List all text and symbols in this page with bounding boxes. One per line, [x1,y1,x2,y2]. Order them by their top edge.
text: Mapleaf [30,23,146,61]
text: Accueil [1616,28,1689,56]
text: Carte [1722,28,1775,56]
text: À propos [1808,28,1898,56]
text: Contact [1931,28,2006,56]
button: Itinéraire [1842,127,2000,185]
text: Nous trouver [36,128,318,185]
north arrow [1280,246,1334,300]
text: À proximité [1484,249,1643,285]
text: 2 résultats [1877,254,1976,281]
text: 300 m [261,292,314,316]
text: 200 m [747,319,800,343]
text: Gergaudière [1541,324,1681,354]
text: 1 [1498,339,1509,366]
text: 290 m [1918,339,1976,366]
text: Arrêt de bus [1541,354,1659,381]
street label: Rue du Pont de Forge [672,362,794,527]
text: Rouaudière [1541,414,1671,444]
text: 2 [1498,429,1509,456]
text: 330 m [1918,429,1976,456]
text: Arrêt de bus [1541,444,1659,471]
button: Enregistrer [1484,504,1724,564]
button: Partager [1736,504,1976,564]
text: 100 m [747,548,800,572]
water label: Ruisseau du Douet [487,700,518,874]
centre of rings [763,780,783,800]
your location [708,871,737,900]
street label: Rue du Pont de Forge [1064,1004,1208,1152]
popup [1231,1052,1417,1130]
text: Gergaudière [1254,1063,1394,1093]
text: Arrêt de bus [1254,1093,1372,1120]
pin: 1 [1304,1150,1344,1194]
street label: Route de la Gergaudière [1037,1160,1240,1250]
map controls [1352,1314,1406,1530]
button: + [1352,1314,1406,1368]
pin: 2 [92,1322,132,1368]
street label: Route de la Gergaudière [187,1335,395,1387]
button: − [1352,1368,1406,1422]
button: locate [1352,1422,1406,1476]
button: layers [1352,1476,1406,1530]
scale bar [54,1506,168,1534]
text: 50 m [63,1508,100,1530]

=-=-=

§ **About this task**:
Find the lines above with the word "Arrêt". Copy them out.

§ **Answer space**:
text: Arrêt de bus [1541,354,1659,381]
text: Arrêt de bus [1541,444,1659,471]
text: Arrêt de bus [1254,1093,1372,1120]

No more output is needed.